Additionally, organizations that pair BBS observation data with a digital inspection and audit platform can track behavioral trends over time. As a result, they close corrective actions faster and demonstrate continuous improvement to regulators and insurers alike.

Check out previous blogs in this series and stay tuned for more!

Why You Should Include Behavior Based Safety in your Safety Management Program

How Do You Measure the Success Of A BBS Program?

Tips To Increase Participation, Buy-In, And The Effectiveness Of Your BBS Program

Frequently Asked Questions (FAQs)

What is the BBS blame game and why is it harmful?

The BBS blame game occurs when Behavior-Based Safety observations are used to discipline or punish individual workers rather than identify systemic root causes. Consequently, this undermines trust and suppresses reporting. Ultimately, it makes workplaces less safe — the opposite of a BBS program’s intent.

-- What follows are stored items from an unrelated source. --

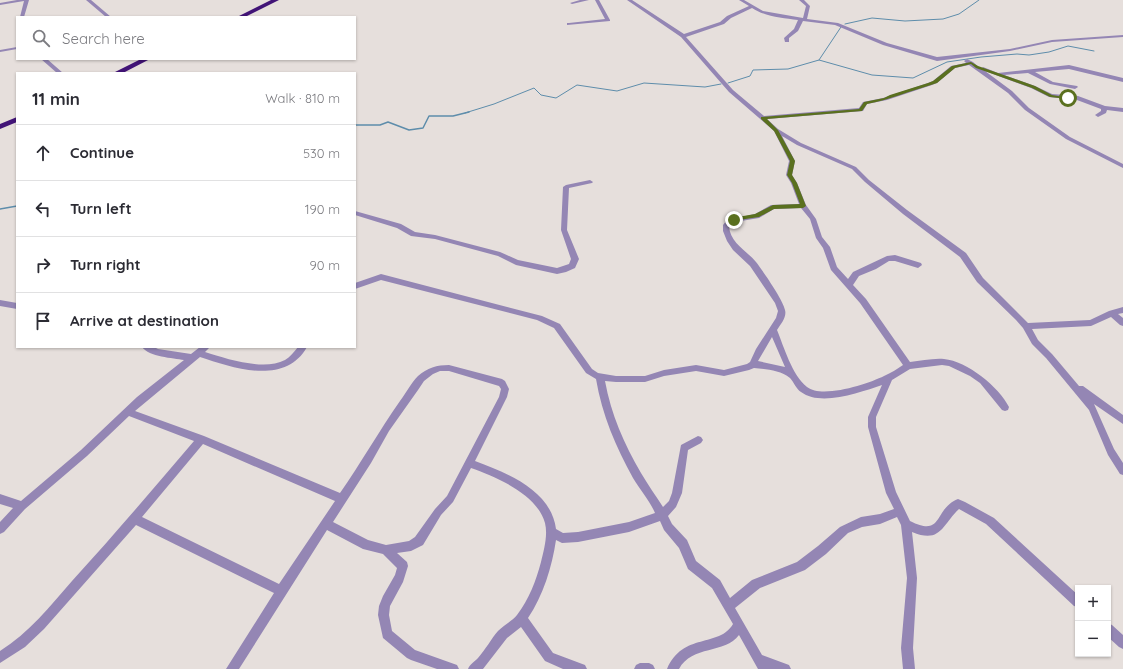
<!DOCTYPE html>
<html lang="en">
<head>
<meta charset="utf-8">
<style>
	body { margin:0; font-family:Quicksand,sans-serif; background:#f2f2f3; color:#2b2b33 }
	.controls { position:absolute; right:12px; bottom:12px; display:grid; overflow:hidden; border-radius:0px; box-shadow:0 1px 3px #0004 }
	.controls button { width:36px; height:36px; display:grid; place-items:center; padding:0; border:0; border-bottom:1px solid #e1e1e2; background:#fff; color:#2b2b33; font:20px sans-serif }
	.stop { position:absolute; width:12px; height:12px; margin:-9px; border:3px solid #5a701f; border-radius:50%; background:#fff }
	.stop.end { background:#5a701f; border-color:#fff; box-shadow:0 1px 4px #0008 }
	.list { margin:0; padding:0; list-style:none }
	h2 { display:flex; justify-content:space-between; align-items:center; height:52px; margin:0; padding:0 16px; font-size:17px }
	h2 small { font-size:13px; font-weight:400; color:#7c7c81 }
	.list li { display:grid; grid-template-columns:26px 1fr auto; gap:12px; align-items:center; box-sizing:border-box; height:56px; padding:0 16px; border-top:1px solid #e1e1e2 }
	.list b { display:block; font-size:15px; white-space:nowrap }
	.list em { font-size:13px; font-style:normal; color:#7c7c81 }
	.icon { flex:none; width:22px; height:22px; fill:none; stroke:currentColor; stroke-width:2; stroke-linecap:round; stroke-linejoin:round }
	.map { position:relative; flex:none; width:1123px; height:669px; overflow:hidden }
	.search { position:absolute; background:#fff; box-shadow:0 1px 3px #0004; left:16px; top:16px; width:340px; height:44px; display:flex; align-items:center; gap:10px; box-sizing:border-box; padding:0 14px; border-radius:0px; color:#7c7c81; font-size:15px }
	.panel { position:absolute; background:#fff; box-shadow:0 1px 3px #0004; left:16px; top:72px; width:340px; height:276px; border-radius:0px }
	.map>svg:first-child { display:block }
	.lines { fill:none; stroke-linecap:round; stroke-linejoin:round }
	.stream-far1 { stroke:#5e8dab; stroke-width:1 }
	.stream { stroke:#5e8dab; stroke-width:1.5 }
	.minor { fill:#9486b4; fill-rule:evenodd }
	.highway { fill:#421477; fill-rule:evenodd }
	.route { fill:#5a701f }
</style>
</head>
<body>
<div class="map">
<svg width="1123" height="669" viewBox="0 0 1123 669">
	<rect width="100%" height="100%" fill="#e6dfdc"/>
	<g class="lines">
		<path class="stream-far1" d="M845 24 872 18 905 21 943 19 959 14 979 0
			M819 60 841 27
			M728 83 750 76 753 70 788 69 819 60 872 75 913 78 947 62 981 57 1017 54 1029 55 1049 52 1068 46 1094 51
			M465 113 494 104 534 88 541 95 556 98 577 85 617 91 644 83 705 87 721 84"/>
		<path class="stream" d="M355 125H380L388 122 409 130 423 128 429 116H453L469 112
			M0 209 17 206"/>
		<path class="minor" d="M17 0H29L24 17H20L24 1 0 5V3Z
			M86 0H91L111 17H106Z
			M580 0H589L572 4 570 3Z
			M595 0H599L610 20V21L567 25V23H569L605 19Z
			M627 0H632L684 34 720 22 727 16 749 6 739 0H744L763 11 803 18 806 6 799 0H804L810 6 807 19 838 23 887 43 937 57 1010 49 1052 40 1123 35V37L1052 42 1010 51 937 61 883 45 835 25 803 21 798 31 789 38V42H785L784 38 794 29 798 20C782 18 766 17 752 8L731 18 724 24 686 37 733 90 764 116 859 108 863 102 883 98 928 83 933 81 951 66 966 63 964 61 967 59 973 62 981 69 983 67 998 73 1069 65 1123 78V82L1069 69 1035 72 1053 82 1077 86 1078 87 1075 89 1050 84 1028 73 1004 75 1035 86 1052 94 1078 96 1105 106 1123 108V112L1107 110 1106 113 1098 117 1095 115 1101 111V109L1077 100 1049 97 1031 88 985 71 1012 91 1029 108 1070 137 1123 164V168L1066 139 1025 110 1008 93 969 65 955 68 937 83 932 85 887 100 867 104 863 111 767 119 778 129 801 143 856 167 869 180 907 210 966 253 983 278 1028 323 1090 320 1109 311 1123 307V313L1118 314 1123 318V326L1120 325 1111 317 1091 326 1032 329 1038 340 1052 354 1079 386H1083L1123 415V424L1094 404 1114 449 1123 463V475L1120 474 1108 455 1089 410 1046 358 1032 344 1023 328 1016 320 977 282 960 257 903 214 865 182 852 169 797 145 782 136 795 161 792 175 797 183 806 205 816 219 822 237 830 247 837 267 848 279 853 272 887 256 895 255 921 263 922 265 918 268 895 261H889L876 269 859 276 853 285 866 299 910 362C921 361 933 358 944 359 967 361 999 387 1009 407L1008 410 1005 411 1002 410 980 383 970 376 949 366 942 365 910 369 892 380 876 417V427L896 492 910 521C944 538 933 509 958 499L965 502 994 518 1078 595V607L1074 606 986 524 959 509C942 525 941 544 912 532L917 578 913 648 915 669H903L901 648 907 578 901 525 897 517 880 524 862 527 848 533 826 554 805 570 760 588 735 608 762 655 789 665 791 669H758L739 635C725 654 692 645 679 669H667C683 632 719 648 733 624L712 588 688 569 679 548 664 530 660 521 629 532 578 542 562 543 556 540C552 567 543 596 528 618L553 653 585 665 587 669H563L545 661 521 627 507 638 483 669H468C470 664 474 662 478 658 486 649 491 639 498 631 504 625 512 621 517 615 529 599 536 581 541 562 544 550 548 535 545 523 537 494 496 477 471 468L453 502 441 515 423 545 411 551 397 553 407 562 408 566 403 582 390 606 389 615 392 631 415 650 457 665 459 669H437L411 660 407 658 383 638 378 615 379 606 383 596 395 575 397 568 383 554 363 549 327 530 239 669H226L274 593 136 525 44 629 25 647 0 663V651C29 633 50 606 72 581 114 535 154 488 194 441L129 416 87 456 25 509 4 532 0 534V522L13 508 0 504V494L21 501 81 450 137 397 184 360C173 358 149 357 142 347H154L158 349 191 354 200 347H210L205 352C227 359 264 371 285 360 290 357 294 352 298 347H307C285 386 233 368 200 357L135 411 204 436 340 493C361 463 379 431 400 401 406 393 411 383 418 376 427 368 437 365 449 365L502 379 505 381 509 389 507 397 475 461C507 473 551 490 556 529L563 533 578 532 629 522 655 513C650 501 640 490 633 478 616 447 602 415 596 379L586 373 554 328 537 320 381 280 355 289V283L381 274 542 316 560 324 592 369 598 373 616 376H645L664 370 696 365 724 370 747 364 750 362 756 349 776 318 778 311 775 303 750 266 733 250 727 241 723 231V225L727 220 755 214 771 205 799 204 791 183 786 175 789 161 774 131 729 92 681 37ZM801 208 810 219 816 238 823 248 831 270 860 303 903 365C897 369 891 373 884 376 868 384 822 399 807 387 792 375 784 347 777 330 781 324 787 317 785 310 783 300 763 271 756 262 746 250 730 243 729 226L735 222 759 218 774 209ZM772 337 785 367 758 361ZM754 368C766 369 780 370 790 378 794 382 796 389 801 392 821 407 861 392 882 385L868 417V427L886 493 894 509 880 514 861 517 840 527 818 546 797 562 752 580 730 598 720 580 696 561 687 540 672 524 668 516 676 507 682 493 688 450 701 443 703 440 701 437 698 436 681 445 672 493 669 501 663 507C656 496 648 485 641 473 624 444 611 414 605 381L616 382H645L664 376 696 371 724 376 749 370ZM440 371H449L499 386 501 389 499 397 447 496 435 509 415 537 409 541 386 545 368 540 333 522 371 463 389 431 418 390 424 381 433 374ZM203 444 335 501 279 584 142 517Z
			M17 47V49L0 52V50Z
			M41 59H47L63 73H57Z
			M590 180 593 182 592 183 569 188 567 230 579 259 575 268 566 272 557 274 516 265 498 256 435 239 411 236 397 228 355 215V211L401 224 415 232 435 235 500 252 518 260 557 268 569 264 571 259 561 230 563 187 566 185Z
			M0 300 17 303V309L0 306Z
			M1108 623 1112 625 1123 635V649L1119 647 1108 637Z
			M640 663H649L653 665 655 669H634L636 665Z"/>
		<path class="highway" d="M271 0H279L245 17H237Z
			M141 59H150L123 73H113Z
			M17 117V122L0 129V124Z"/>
	</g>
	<path class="route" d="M971 62 978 66 1035 86 1052 95 1070 98 1068 99 1050 97 1032 88 976 68 971 64 955 68 937 83 931 85C910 91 889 100 867 104L862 111 767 119 778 130 795 161 792 175 797 183 806 206 803 208 774 209 759 217 732 221V218L755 214 773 205 800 204 792 183 787 175 790 161 774 131 761 119V117L859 109 864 102 884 98 890 95 928 83 933 81 952 66Z"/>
</svg>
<div class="controls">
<button>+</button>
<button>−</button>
</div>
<div class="stop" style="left:1068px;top:98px"></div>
<div class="stop end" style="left:734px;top:220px"></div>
<div class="search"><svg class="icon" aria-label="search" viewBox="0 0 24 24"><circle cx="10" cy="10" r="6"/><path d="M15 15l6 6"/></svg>Search here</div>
<section class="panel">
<h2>11 min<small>Walk · 810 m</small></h2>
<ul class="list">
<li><svg class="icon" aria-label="ahead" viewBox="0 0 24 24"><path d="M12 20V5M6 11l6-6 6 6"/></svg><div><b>Continue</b></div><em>530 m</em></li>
<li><svg class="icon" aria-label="left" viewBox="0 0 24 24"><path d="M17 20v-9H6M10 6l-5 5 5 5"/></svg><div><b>Turn left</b></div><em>190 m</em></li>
<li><svg class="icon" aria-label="right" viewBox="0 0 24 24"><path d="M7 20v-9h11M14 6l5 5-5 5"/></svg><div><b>Turn right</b></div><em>90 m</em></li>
<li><svg class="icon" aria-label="arrive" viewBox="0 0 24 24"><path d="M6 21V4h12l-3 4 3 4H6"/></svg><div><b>Arrive at destination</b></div></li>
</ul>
</section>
</div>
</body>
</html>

How do you keep BBS observations anonymous?

Effective BBS programs strip personally identifiable information from observation records before management reviews them. For example, digital safety management platforms like Certainty Software can automate this process. As a result, observations feed into aggregate trend analysis rather than individual performance records.

What regulations support a non-punitive BBS approach?

OSHA’s Voluntary Protection Programs (VPP) and Safety and Health Program Management Guidelines explicitly promote non-punitive incident reporting. Similarly, ISO 45001:2018 Clause 10.2 (Incident investigation) promotes worker participation. Therefore, a blame-free BBS culture aligns directly with these regulatory expectations. Moreover, it supports stronger audit readiness.

How can technology help prevent the BBS blame game?

A dedicated audit and inspection management platform centralizes BBS observation data and enforces anonymity controls. Additionally, it generates leading-indicator reports that highlight hazard patterns rather than individual behavior. As a result, EHS managers gain the visibility they need to drive proactive corrective actions — without creating a culture of blame.